BACKGROUND: Purine-rich element binding protein A (PURA, MIM 600473), is considered the crucial phenocritical gene for an emerging 5q31.3 microdeletion syndrome. To date, at least seven affected individuals with overlapping 5q31.2q31.3 deletions, varying in size from 2.6 to 5 Mb, have been reported sharing neurologic features such as severe developmental delay, neonatal hypotonia, early feeding difficulties, respiratory distress and EEG abnormalities. The recent finding that de novo PURA point mutations are indeed sufficient to cause the severe neurological symptoms also observed in patients with 5q31.2q31.3 deletion further reinforces the gene's causative role in 5q31.3 microdeletion syndrome. CASE PRESENTATION: The present patient, aged 26 years, is the oldest reported individual and carries the smallest de novo 5q31.2q31.3 microdeletion encompassing PURA (360 kb). Her clinical history summarizes the mainly neurodevelopmental phenotype described in children with 5q31.3 microdeletion syndrome. In addition, our patient exhibited a remarkable deterioration of clinical symptoms, starting at the beginning of adolescence, pubertal delay and primary amenorrhea. While epileptic seizures were successfully treated during her life, feeding problems showed a poor outcome, her respiratory problems increased and eventually became severe enough to cause her death. CONCLUSION: The clinical and molecular findings reported here provide further evidence that 5q31.3 microdeletion syndrome is a clinically discernible PURA-related disorder and describe the previously unreported natural evolution of the disease in a 26 years old patient.

5q31.3 Microdeletion syndrome: clinical and molecular characterization of two further cases.

The 5q31.3 microdeletion syndrome has recently emerged as a distinct clinical entity, and we report two new patients with de novo deletions of this region, bringing the total to seven.
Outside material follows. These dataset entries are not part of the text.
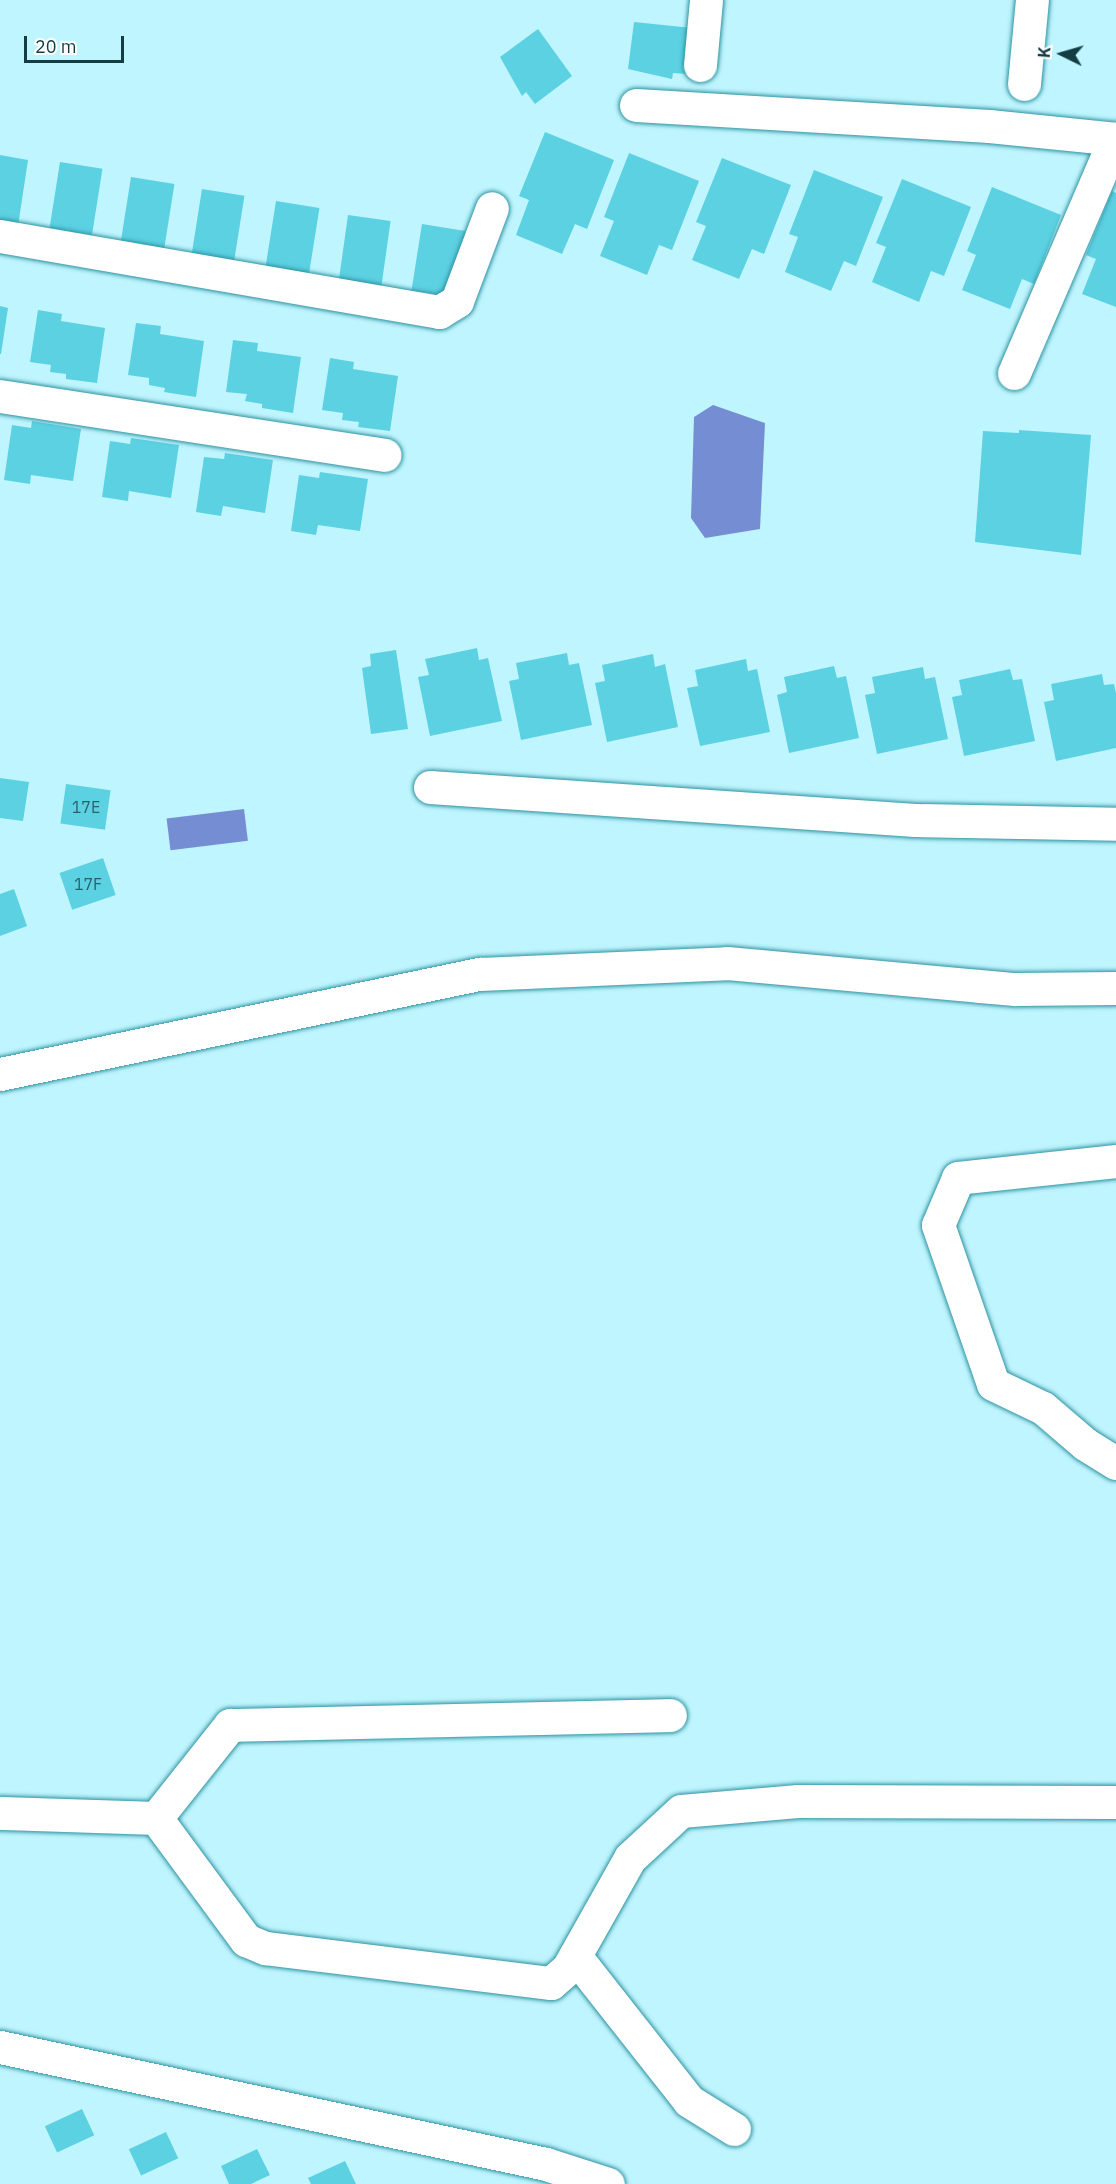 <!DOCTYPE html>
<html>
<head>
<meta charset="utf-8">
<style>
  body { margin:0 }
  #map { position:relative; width:1116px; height:2184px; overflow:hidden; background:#bff5fe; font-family:"IBM Plex Sans",sans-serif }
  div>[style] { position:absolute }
  .water>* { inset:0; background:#758ed3; transform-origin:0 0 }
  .building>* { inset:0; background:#5cd1e2; transform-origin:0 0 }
  .roads { filter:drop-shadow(0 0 2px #2d93a1) drop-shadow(0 0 2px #2d93a1) }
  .minor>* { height:33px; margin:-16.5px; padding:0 16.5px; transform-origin:16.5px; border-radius:16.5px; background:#fff }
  span { translate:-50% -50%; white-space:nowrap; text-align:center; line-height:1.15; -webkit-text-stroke:5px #fff; paint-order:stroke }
  .number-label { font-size:16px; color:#26626b }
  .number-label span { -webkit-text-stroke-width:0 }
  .north { position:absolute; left:1032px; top:24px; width:60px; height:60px; -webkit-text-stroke:4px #fff; paint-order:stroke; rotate:275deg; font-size:16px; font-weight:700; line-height:24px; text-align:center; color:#143d43 }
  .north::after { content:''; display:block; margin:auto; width:21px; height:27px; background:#143d43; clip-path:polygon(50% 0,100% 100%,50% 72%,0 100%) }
  .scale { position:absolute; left:24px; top:36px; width:100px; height:27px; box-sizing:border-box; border:3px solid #143d43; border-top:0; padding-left:8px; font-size:18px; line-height:21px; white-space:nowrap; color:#143d43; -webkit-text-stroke:4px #fff; paint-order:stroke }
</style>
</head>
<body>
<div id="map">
  <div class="water">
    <i style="clip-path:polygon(713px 405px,765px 423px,760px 529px,705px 538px,691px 518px,694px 417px)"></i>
    <i style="left:244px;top:809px;width:32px;height:78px;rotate:83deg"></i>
  </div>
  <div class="building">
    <i style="clip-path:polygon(634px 22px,692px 28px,687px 74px,673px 73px,672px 79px,628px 69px)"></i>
    <i style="clip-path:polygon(538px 29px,572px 76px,535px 104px,526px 92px,522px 96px,500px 57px)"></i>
    <i style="clip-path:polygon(545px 132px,614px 160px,587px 229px,575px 224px,562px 254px,516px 235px,529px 200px,519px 196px)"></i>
    <i style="clip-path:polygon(629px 153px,699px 181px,672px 250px,659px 245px,647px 275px,600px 256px,614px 221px,604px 217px)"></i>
    <i style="clip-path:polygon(0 155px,28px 160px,18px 226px,0 223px)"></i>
    <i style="clip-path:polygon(722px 158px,791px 185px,764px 254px,752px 249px,739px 279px,692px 260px,706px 226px,696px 222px)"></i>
    <i style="left:60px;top:162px;width:43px;height:67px;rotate:9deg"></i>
    <i style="clip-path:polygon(814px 170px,883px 197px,856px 266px,844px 261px,831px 291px,785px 272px,798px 237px,789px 234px)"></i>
    <i style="left:131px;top:177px;width:44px;height:67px;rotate:9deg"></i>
    <i style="clip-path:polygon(902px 179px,971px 207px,944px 276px,931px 271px,919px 302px,872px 282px,886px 247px,876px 243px)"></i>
    <i style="clip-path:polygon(992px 187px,1061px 215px,1034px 284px,1022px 279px,1010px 309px,962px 290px,976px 255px,967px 251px)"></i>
    <i style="left:202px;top:189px;width:43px;height:67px;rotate:9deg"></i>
    <i style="clip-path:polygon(1112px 191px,1116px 193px,1116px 307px,1082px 294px,1096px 259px,1086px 255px)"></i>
    <i style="left:276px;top:201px;width:44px;height:67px;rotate:9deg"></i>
    <i style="left:348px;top:215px;width:43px;height:66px;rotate:8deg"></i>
    <i style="left:422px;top:224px;width:44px;height:67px;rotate:9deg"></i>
    <i style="clip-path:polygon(0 306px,8px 308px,1px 354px,0 354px)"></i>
    <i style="clip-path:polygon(38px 310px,62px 314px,61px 321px,105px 328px,97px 383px,66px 379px,66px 374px,50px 372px,51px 365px,30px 362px)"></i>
    <i style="clip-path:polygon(136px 323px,161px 326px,160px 334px,204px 341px,196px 397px,164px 392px,165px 388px,149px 385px,149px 378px,128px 375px)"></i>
    <i style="clip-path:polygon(233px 340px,258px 343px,257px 351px,301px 357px,293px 413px,262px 408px,262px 404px,245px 401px,247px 394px,226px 392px)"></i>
    <i style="clip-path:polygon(330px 358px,354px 362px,353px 369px,398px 376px,390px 431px,358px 427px,359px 422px,342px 420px,343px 413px,322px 410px)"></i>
    <i style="clip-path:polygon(32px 421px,81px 429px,73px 481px,31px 475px,30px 484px,4px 480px,12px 425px,31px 428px)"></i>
    <i style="clip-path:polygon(1019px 430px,1091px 435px,1081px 555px,975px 542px,983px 431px,1019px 433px)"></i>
    <i style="clip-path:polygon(131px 438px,179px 445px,171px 498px,129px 491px,128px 501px,102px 497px,110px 441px,130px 444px)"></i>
    <i style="clip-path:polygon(225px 453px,273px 460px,265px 513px,223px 506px,221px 516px,196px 512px,204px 457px,224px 459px)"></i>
    <i style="clip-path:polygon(320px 472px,368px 479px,360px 531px,318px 525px,316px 535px,291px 531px,299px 475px,319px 478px)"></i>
    <i style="clip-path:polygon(477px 648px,479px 660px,488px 658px,502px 721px,430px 736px,418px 677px,429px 675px,425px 659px)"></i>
    <i style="clip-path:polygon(396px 650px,408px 729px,371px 734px,362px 668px,371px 666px,370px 654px)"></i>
    <i style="clip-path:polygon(567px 653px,569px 665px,579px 663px,592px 725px,521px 740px,509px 681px,519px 679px,516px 663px)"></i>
    <i style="clip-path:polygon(653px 654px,655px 667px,665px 664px,678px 727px,607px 742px,595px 683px,605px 681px,602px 665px)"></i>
    <i style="clip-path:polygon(746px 659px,748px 671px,757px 669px,770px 732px,700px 746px,687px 688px,698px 686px,695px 670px)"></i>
    <i style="clip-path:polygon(834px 666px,837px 678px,846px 676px,859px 738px,789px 753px,777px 695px,787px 692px,784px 677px)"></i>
    <i style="clip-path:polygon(923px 667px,925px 679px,935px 677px,948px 739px,877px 754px,865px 695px,875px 693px,872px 677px)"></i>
    <i style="clip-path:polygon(1010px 669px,1013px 680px,1022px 679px,1035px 741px,964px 756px,952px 697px,962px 695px,959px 680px)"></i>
    <i style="clip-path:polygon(1102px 674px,1104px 685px,1114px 684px,1116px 693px,1116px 748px,1056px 761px,1044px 702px,1054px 700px,1051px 684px)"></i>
    <i style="clip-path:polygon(0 778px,29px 782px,23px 821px,0 818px)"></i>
    <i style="left:66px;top:784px;width:45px;height:40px;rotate:8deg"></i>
    <i style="left:103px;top:858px;width:39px;height:46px;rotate:71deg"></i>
    <i style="clip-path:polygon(14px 889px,27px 926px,0 936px,0 894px)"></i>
    <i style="left:82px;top:2109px;width:29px;height:41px;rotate:65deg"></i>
    <i style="left:166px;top:2132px;width:29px;height:41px;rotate:65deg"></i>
    <i style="clip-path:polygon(257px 2149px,270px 2175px,251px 2184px,229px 2184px,221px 2166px)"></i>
    <i style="clip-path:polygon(345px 2161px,356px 2184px,311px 2184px,308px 2178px)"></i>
  </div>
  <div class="roads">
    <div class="minor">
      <i style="left:700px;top:65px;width:65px;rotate:-84.7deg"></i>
      <i style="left:1024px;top:84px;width:84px;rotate:-84.6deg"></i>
      <i style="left:636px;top:105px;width:354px;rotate:3.4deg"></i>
      <i style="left:989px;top:126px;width:128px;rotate:5.8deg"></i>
      <i style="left:0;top:236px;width:446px;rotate:9.8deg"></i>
      <i style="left:439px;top:312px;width:21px;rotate:-31deg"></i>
      <i style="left:457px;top:301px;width:99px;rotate:-69.4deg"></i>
      <i style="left:1014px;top:373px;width:255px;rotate:-66.7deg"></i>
      <i style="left:0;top:396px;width:389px;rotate:8.7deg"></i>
      <i style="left:430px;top:787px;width:486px;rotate:3.9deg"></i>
      <i style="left:915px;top:820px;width:201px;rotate:1.1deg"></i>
      <i style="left:0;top:1074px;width:490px;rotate:-11.8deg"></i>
      <i style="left:480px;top:974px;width:247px;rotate:-2.5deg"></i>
      <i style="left:727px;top:963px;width:289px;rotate:5.2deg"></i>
      <i style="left:1015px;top:989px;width:101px;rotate:-0.6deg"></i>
      <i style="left:1116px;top:1161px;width:159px;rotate:173.9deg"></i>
      <i style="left:958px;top:1178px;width:51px;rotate:113.1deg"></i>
      <i style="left:938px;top:1225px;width:168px;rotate:70.9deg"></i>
      <i style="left:993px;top:1384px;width:55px;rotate:25.6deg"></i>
      <i style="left:1043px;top:1408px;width:55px;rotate:40.6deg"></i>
      <i style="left:1085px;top:1444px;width:36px;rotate:32deg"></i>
      <i style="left:0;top:1813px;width:156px;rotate:1.8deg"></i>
      <i style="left:156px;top:1818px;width:152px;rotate:53.6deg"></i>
      <i style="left:246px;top:1940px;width:21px;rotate:23deg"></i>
      <i style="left:265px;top:1948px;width:288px;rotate:7deg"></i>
      <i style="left:551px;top:1983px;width:23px;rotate:-41deg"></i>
      <i style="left:568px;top:1968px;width:126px;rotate:-60.6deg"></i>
      <i style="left:630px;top:1858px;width:69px;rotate:-42.7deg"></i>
      <i style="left:681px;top:1811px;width:117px;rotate:-4.9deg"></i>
      <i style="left:798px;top:1801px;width:318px;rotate:0.2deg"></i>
      <i style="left:156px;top:1818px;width:119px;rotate:-51.5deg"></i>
      <i style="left:230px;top:1725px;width:440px;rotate:-1.3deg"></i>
      <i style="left:575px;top:1956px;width:184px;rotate:51.8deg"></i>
      <i style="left:689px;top:2101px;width:53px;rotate:31.9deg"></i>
      <i style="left:0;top:2047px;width:558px;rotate:12.09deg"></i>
      <i style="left:546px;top:2164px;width:65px;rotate:17.9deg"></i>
    </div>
  </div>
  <div class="number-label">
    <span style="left:86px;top:807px">17E</span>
    <span style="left:88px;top:884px">17F</span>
  </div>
  <div class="north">K</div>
  <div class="scale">20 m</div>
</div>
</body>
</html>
Similarly to previously reported cases, the phenotype of our patients is characterized by marked hypotonia, apnea, developmental delay, and feeding difficulties. Both patients had abnormal movements which did not correlate with epileptiform activity on electroencephalogram (EEG). Developmental brain changes on neuroimaging consisted of abnormalities predominantly affecting the white matter and frontal lobes. The 5q31.3 deleted regions overlap those of previously reported cases, and allow further refinement of the shortest region of overlap to 101 kb, including only three genes. Of these, the purine-rich element binding protein A (PURA) gene has an established role in brain development, and we propose that haploinsufficiency for this gene is primarily responsible for the neurodevelopmental features observed.